TASK STATEMENT:
Give, as a bare number, the count of lines below that contain "symbols".

INFORMATION SHOWN:
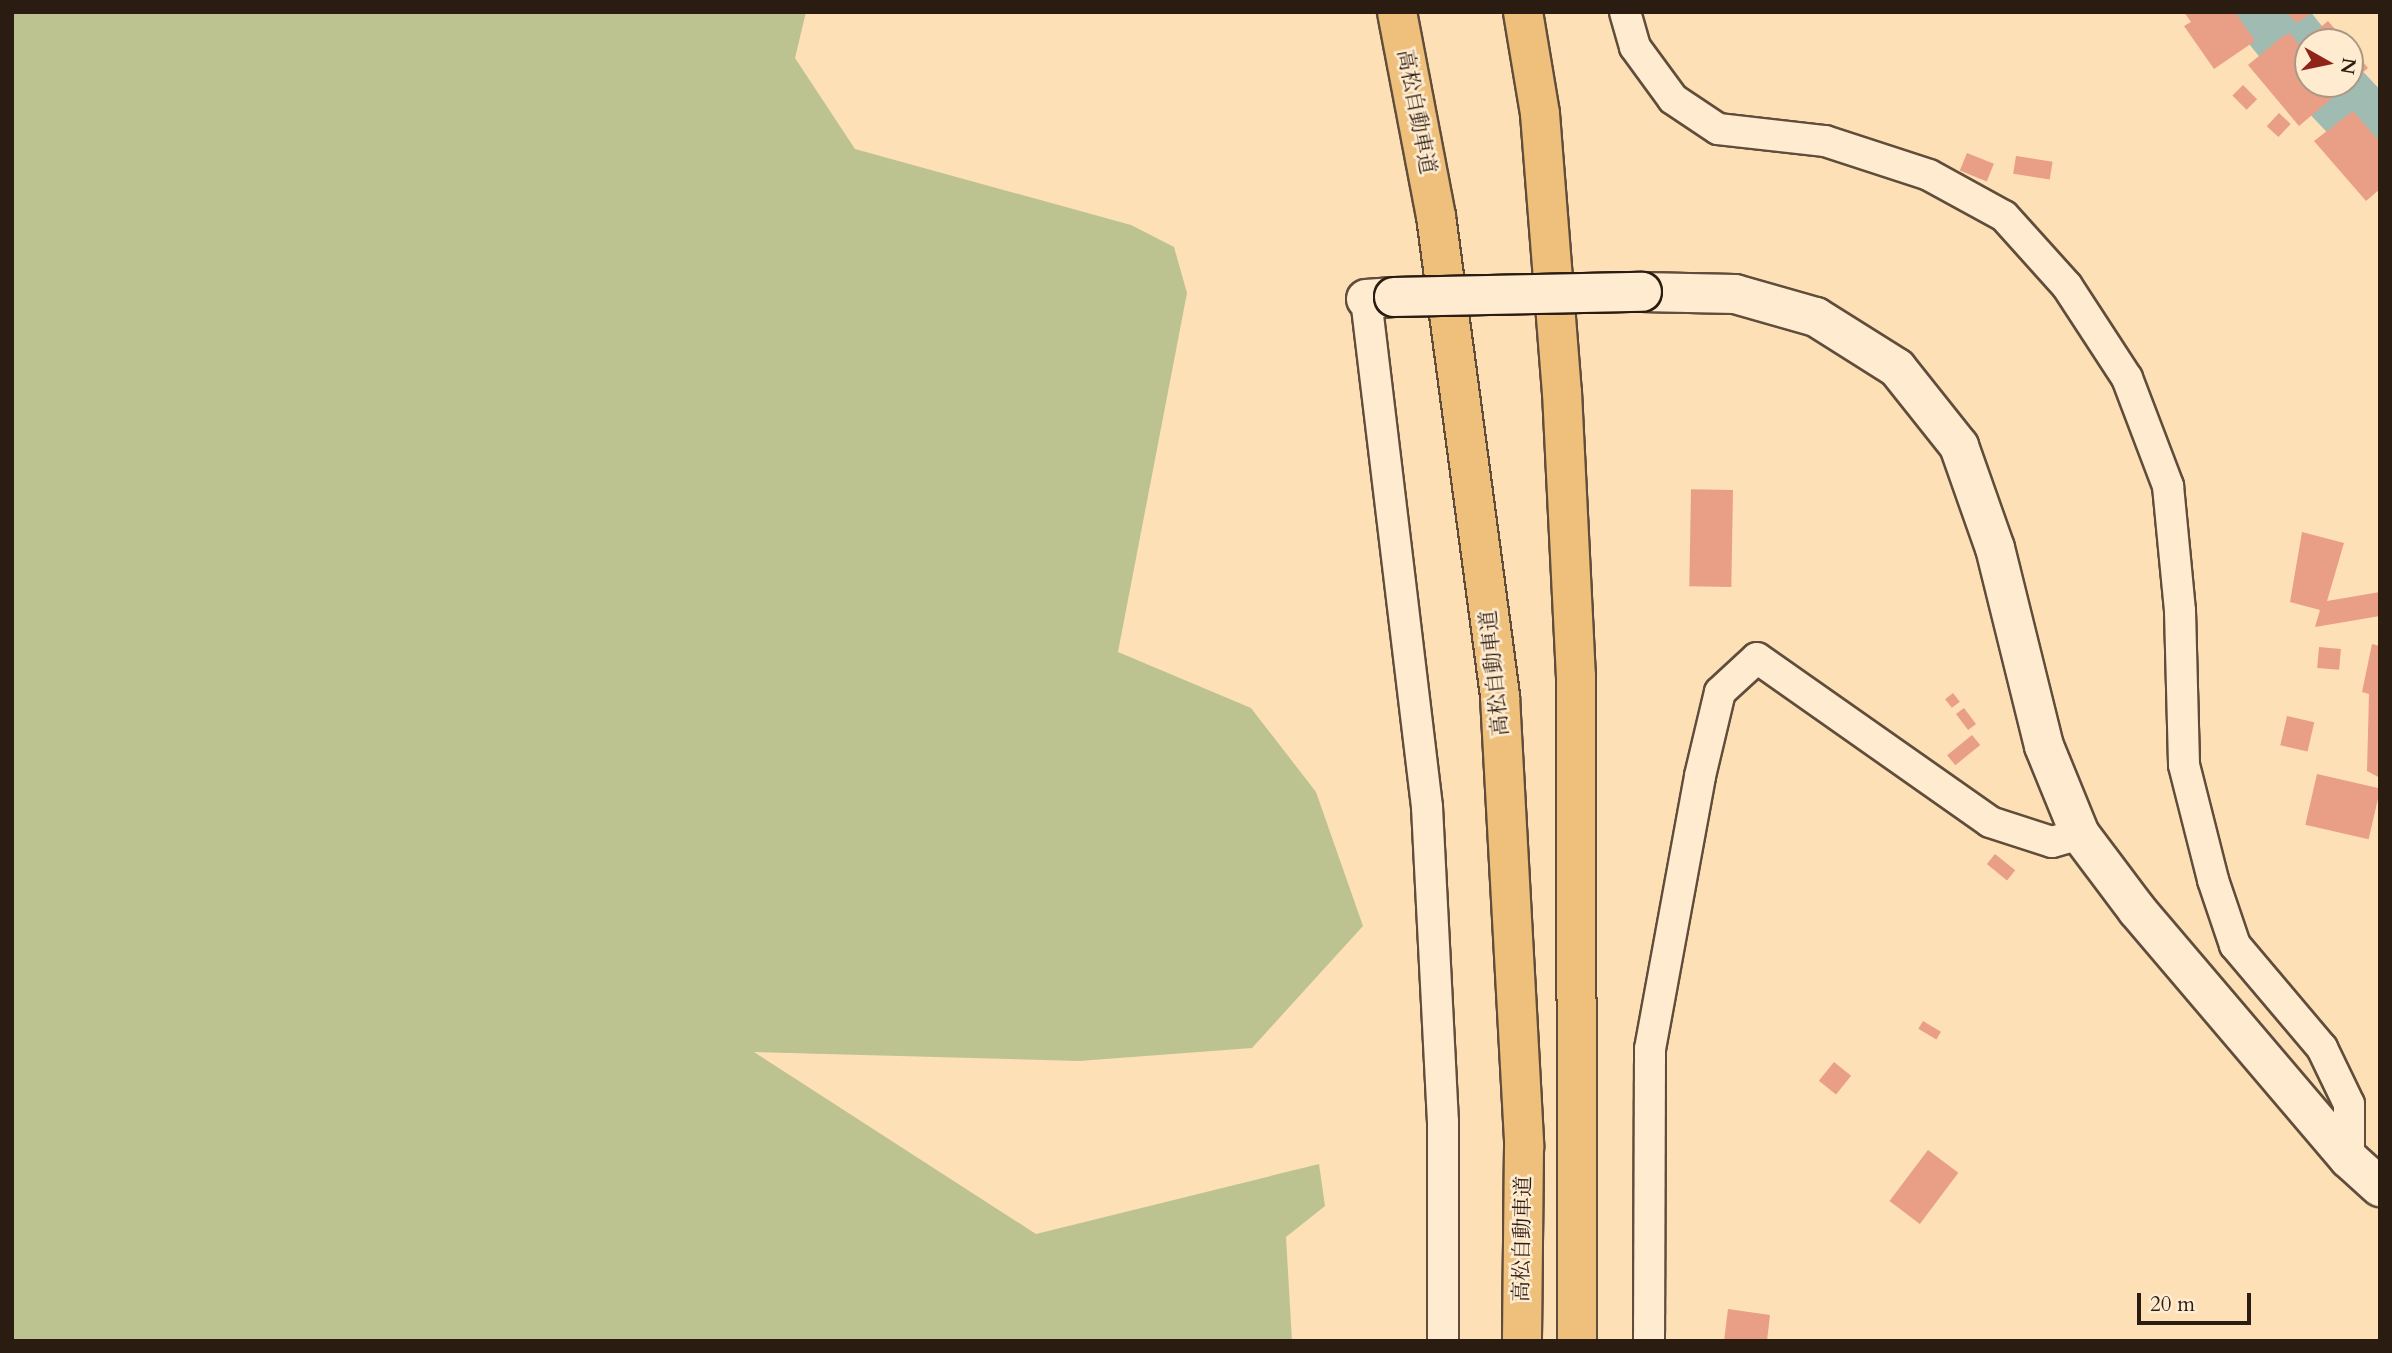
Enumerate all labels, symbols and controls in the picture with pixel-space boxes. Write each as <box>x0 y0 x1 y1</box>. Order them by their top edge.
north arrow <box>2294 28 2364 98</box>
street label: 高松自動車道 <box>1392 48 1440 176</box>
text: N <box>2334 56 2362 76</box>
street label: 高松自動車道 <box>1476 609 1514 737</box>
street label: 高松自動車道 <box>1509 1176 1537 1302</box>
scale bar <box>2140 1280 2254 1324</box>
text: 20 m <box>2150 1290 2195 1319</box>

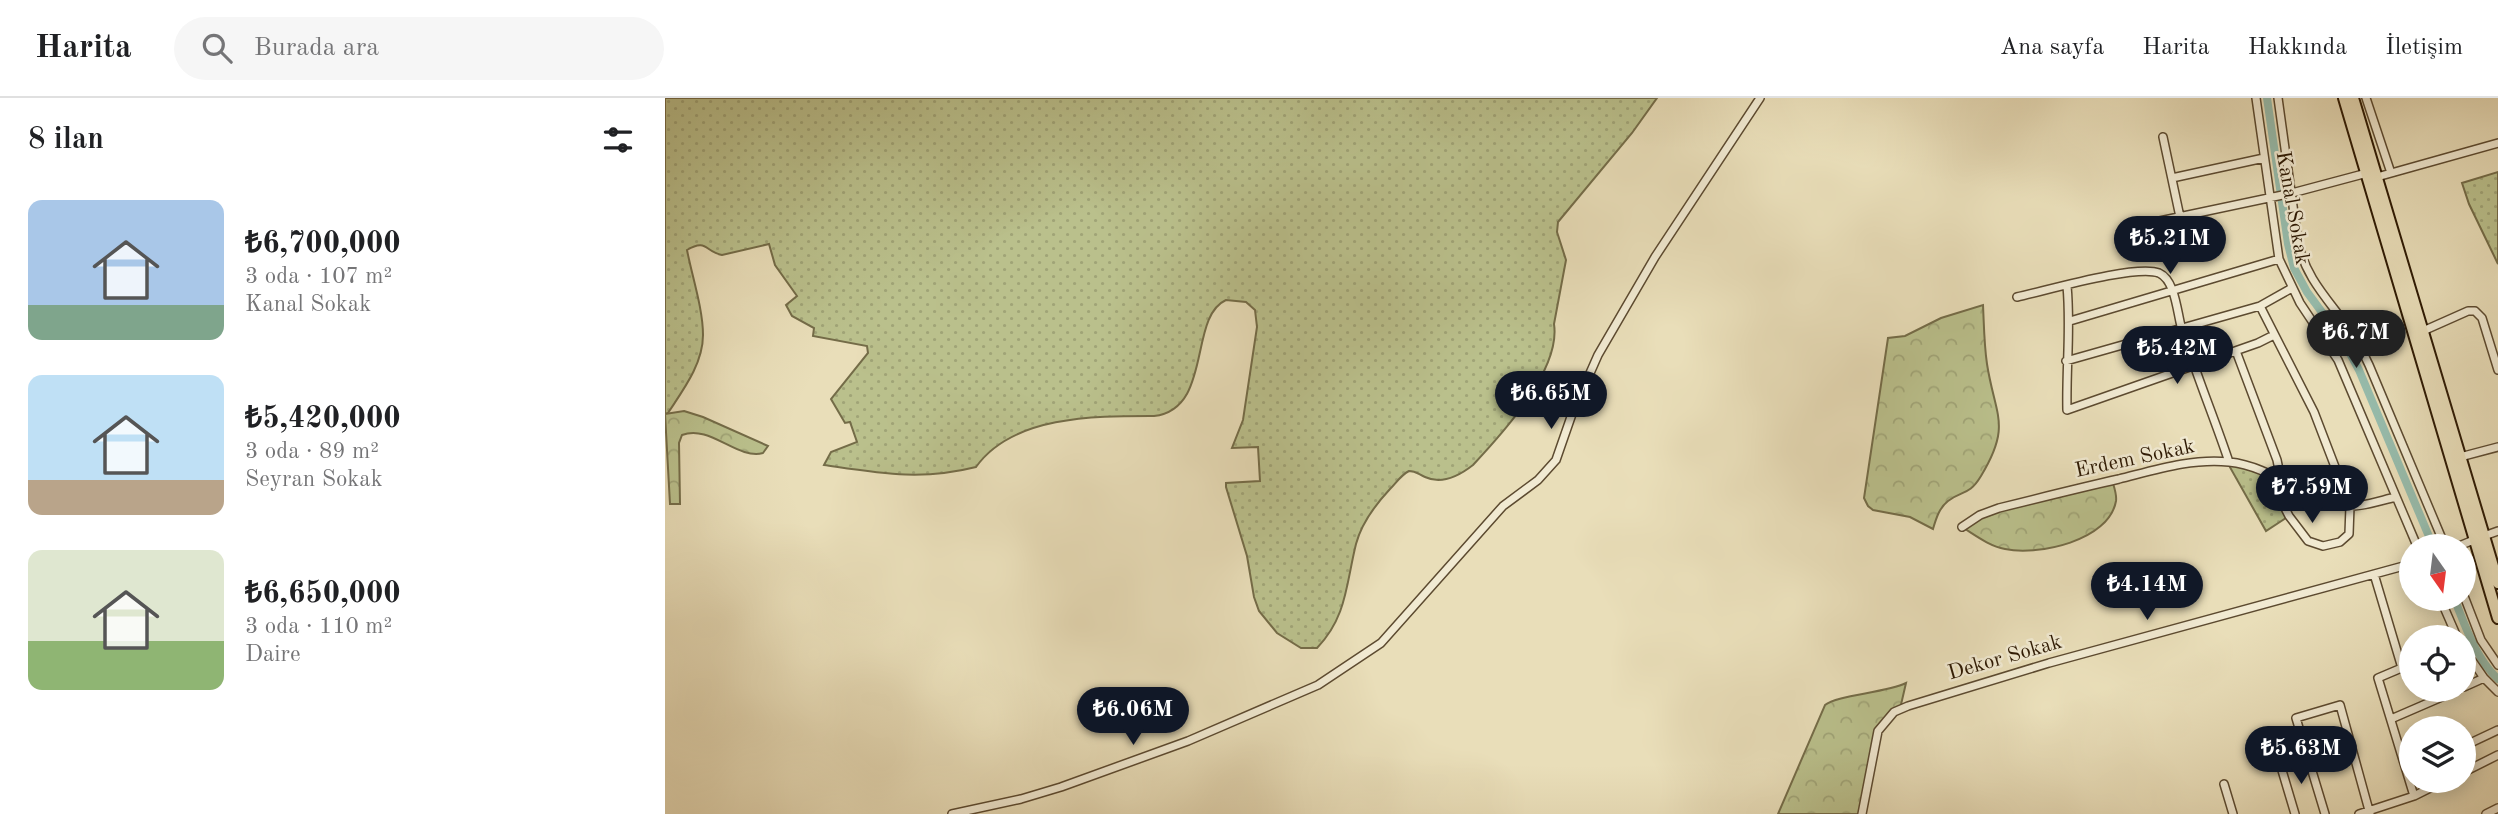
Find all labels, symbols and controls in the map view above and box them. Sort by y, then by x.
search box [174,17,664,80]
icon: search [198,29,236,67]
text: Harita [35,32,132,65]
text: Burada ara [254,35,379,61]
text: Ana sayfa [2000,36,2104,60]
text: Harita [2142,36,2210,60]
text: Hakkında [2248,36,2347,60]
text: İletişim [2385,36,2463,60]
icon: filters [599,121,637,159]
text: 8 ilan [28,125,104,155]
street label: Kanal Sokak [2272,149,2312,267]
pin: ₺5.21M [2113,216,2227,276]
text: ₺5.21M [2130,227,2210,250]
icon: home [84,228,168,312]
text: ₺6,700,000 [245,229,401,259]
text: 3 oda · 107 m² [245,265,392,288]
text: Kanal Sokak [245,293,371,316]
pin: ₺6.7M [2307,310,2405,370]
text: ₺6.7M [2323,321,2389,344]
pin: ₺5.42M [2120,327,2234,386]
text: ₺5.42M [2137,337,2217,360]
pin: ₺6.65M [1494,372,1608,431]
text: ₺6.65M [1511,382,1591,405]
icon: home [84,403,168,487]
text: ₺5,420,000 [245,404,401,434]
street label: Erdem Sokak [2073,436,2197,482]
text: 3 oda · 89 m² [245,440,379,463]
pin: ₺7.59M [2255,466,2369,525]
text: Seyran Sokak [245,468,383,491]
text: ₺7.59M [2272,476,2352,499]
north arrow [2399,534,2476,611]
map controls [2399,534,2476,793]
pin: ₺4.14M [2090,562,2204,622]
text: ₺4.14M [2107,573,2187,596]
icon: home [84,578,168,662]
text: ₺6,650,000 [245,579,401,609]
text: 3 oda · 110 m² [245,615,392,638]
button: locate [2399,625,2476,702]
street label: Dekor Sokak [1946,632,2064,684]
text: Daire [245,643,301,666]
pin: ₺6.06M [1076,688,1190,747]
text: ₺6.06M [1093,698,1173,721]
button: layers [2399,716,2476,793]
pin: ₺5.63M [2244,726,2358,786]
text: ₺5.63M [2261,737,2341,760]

TASK OUTPUT:
2